=== WORK INSTRUCTION ===
Please restate the material below word for word, from the first line through the one that contains "position:absolute; right:18px; top:18px;", inclusive.

=== DATA IN THIS EXERCISE ===
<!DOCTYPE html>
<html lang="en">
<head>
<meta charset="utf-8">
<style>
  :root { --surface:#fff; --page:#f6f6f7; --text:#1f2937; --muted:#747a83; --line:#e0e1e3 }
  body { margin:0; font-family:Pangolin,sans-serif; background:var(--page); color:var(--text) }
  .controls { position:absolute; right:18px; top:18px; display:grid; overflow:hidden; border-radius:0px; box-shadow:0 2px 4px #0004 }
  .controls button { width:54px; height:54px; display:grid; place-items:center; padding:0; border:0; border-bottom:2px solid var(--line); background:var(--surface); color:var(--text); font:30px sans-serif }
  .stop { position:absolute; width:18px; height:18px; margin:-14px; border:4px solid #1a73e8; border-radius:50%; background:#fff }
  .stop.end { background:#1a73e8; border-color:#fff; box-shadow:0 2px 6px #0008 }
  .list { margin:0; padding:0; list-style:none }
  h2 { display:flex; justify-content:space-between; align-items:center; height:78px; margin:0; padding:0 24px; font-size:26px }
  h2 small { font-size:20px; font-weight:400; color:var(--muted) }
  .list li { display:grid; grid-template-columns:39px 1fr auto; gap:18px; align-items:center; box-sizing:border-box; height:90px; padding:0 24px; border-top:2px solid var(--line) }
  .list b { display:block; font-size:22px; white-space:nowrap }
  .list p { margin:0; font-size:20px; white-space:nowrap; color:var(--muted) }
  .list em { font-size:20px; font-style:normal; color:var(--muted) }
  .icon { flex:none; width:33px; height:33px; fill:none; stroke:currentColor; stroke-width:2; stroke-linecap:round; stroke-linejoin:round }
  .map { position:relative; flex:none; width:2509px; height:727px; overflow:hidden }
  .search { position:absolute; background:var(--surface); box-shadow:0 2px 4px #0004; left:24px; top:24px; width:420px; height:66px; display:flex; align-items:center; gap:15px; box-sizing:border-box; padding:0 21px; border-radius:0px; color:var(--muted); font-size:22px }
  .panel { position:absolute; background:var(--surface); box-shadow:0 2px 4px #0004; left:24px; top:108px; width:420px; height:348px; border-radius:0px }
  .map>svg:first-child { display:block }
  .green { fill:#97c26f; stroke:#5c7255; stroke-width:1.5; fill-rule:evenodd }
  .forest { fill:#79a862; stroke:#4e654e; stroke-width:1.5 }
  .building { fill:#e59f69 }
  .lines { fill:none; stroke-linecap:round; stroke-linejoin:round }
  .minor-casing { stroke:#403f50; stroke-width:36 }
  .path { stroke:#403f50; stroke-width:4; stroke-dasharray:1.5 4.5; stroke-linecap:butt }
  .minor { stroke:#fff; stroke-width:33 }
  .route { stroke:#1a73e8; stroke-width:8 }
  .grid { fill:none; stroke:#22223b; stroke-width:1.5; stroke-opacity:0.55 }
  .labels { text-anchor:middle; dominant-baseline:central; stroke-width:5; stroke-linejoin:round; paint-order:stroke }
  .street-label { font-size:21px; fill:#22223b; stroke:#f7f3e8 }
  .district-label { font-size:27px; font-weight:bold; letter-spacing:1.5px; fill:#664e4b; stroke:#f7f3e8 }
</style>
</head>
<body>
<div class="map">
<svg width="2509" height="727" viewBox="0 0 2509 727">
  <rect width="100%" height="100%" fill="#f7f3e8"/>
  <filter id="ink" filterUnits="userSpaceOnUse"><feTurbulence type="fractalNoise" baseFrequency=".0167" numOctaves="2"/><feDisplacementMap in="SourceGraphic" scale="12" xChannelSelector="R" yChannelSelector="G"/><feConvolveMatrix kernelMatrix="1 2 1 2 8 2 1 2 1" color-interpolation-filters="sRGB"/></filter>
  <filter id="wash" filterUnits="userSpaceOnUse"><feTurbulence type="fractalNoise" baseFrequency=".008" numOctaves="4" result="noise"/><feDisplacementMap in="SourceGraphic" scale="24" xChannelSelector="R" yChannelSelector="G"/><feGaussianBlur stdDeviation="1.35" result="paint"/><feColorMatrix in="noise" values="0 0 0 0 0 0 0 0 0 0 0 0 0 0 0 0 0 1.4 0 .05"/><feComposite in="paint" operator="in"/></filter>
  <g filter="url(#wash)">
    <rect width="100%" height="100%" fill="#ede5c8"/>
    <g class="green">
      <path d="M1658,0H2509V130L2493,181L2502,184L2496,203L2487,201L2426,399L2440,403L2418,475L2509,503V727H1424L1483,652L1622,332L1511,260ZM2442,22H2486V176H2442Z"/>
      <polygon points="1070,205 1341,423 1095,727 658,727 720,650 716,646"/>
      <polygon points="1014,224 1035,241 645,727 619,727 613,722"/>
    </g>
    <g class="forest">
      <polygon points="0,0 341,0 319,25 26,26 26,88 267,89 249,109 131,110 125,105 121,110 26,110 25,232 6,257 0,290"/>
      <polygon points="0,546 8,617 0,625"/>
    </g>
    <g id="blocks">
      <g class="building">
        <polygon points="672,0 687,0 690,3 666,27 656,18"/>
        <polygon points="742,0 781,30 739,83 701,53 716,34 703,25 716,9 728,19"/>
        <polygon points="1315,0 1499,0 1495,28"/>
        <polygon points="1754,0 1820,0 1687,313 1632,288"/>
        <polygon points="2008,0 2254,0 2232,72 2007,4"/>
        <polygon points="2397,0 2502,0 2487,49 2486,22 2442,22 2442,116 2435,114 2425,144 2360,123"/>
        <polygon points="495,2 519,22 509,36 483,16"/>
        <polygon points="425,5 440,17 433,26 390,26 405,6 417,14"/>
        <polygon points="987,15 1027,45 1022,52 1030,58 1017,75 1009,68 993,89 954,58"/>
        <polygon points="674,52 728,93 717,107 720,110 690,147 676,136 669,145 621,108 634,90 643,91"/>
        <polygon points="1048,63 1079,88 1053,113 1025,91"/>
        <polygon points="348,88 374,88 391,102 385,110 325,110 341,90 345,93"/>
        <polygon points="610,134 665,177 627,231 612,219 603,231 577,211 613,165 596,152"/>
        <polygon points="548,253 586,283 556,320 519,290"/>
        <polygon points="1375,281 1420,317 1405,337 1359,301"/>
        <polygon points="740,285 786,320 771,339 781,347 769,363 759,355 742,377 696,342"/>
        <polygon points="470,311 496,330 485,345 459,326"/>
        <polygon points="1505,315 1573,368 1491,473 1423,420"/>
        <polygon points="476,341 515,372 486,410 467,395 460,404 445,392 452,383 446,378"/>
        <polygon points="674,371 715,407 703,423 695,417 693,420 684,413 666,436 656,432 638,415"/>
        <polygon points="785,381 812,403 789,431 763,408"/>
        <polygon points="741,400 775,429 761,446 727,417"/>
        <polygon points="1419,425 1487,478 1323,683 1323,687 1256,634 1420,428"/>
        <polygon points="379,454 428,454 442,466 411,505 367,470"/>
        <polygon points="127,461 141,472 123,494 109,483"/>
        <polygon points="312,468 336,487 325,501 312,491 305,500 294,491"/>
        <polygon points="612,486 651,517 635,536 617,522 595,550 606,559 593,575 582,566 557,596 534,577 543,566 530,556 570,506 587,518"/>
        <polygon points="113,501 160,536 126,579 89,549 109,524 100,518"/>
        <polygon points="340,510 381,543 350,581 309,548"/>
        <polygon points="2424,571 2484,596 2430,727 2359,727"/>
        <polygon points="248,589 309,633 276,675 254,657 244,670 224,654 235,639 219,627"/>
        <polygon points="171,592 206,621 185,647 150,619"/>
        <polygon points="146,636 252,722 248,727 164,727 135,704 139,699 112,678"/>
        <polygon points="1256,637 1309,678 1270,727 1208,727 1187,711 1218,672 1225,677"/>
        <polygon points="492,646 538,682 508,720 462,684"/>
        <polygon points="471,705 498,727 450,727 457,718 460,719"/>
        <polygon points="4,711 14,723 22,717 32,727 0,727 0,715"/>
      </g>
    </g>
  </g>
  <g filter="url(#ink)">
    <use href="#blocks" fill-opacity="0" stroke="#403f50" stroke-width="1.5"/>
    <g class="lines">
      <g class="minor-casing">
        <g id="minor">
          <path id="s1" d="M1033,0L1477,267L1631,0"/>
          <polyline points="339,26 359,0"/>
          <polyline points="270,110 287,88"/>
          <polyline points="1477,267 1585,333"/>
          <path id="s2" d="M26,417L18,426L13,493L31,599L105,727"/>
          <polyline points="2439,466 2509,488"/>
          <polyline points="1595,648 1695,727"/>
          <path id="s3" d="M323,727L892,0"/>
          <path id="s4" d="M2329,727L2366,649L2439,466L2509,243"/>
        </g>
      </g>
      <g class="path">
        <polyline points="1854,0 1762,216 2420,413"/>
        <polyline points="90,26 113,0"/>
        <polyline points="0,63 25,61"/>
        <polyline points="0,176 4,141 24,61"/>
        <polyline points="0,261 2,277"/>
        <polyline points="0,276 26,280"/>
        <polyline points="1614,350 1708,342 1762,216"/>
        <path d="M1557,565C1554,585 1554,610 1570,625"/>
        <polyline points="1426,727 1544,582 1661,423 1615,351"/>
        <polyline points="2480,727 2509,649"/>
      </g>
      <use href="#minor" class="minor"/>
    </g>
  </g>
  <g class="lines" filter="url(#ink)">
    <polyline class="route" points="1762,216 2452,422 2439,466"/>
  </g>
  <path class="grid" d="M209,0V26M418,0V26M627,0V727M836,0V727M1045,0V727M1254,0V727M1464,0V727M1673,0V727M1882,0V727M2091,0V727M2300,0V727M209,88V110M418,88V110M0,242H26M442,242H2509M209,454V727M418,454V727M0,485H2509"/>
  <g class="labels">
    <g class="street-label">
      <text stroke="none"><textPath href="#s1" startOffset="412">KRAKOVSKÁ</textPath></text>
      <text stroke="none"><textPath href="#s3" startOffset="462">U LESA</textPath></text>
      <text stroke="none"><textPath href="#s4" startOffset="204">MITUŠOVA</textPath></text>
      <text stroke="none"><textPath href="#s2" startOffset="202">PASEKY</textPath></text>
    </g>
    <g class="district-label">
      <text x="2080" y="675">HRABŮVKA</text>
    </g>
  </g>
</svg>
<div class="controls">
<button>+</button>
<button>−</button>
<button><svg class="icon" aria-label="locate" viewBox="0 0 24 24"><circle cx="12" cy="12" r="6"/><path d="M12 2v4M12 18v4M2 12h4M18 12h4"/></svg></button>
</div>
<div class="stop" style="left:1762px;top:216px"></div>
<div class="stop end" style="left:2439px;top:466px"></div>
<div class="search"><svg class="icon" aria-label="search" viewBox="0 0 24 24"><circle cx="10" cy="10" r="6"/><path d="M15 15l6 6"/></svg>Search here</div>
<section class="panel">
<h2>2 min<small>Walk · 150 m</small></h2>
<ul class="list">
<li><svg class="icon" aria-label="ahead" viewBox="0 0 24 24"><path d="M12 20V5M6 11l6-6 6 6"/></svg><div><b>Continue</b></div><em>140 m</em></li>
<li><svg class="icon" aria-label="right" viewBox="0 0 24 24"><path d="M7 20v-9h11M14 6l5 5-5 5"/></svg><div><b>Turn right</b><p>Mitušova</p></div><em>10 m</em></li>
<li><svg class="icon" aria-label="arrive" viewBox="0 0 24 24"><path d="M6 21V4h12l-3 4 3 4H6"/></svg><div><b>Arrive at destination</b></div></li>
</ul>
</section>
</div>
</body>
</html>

=== SOLUTION TO THE PROBLEM ===
<!DOCTYPE html>
<html lang="en">
<head>
<meta charset="utf-8">
<style>
  :root { --surface:#fff; --page:#f6f6f7; --text:#1f2937; --muted:#747a83; --line:#e0e1e3 }
  body { margin:0; font-family:Pangolin,sans-serif; background:var(--page); color:var(--text) }
  .controls { position:absolute; right:18px; top:18px; display:grid; overflow:hidden; border-radius:0px; box-shadow:0 2px 4px #0004 }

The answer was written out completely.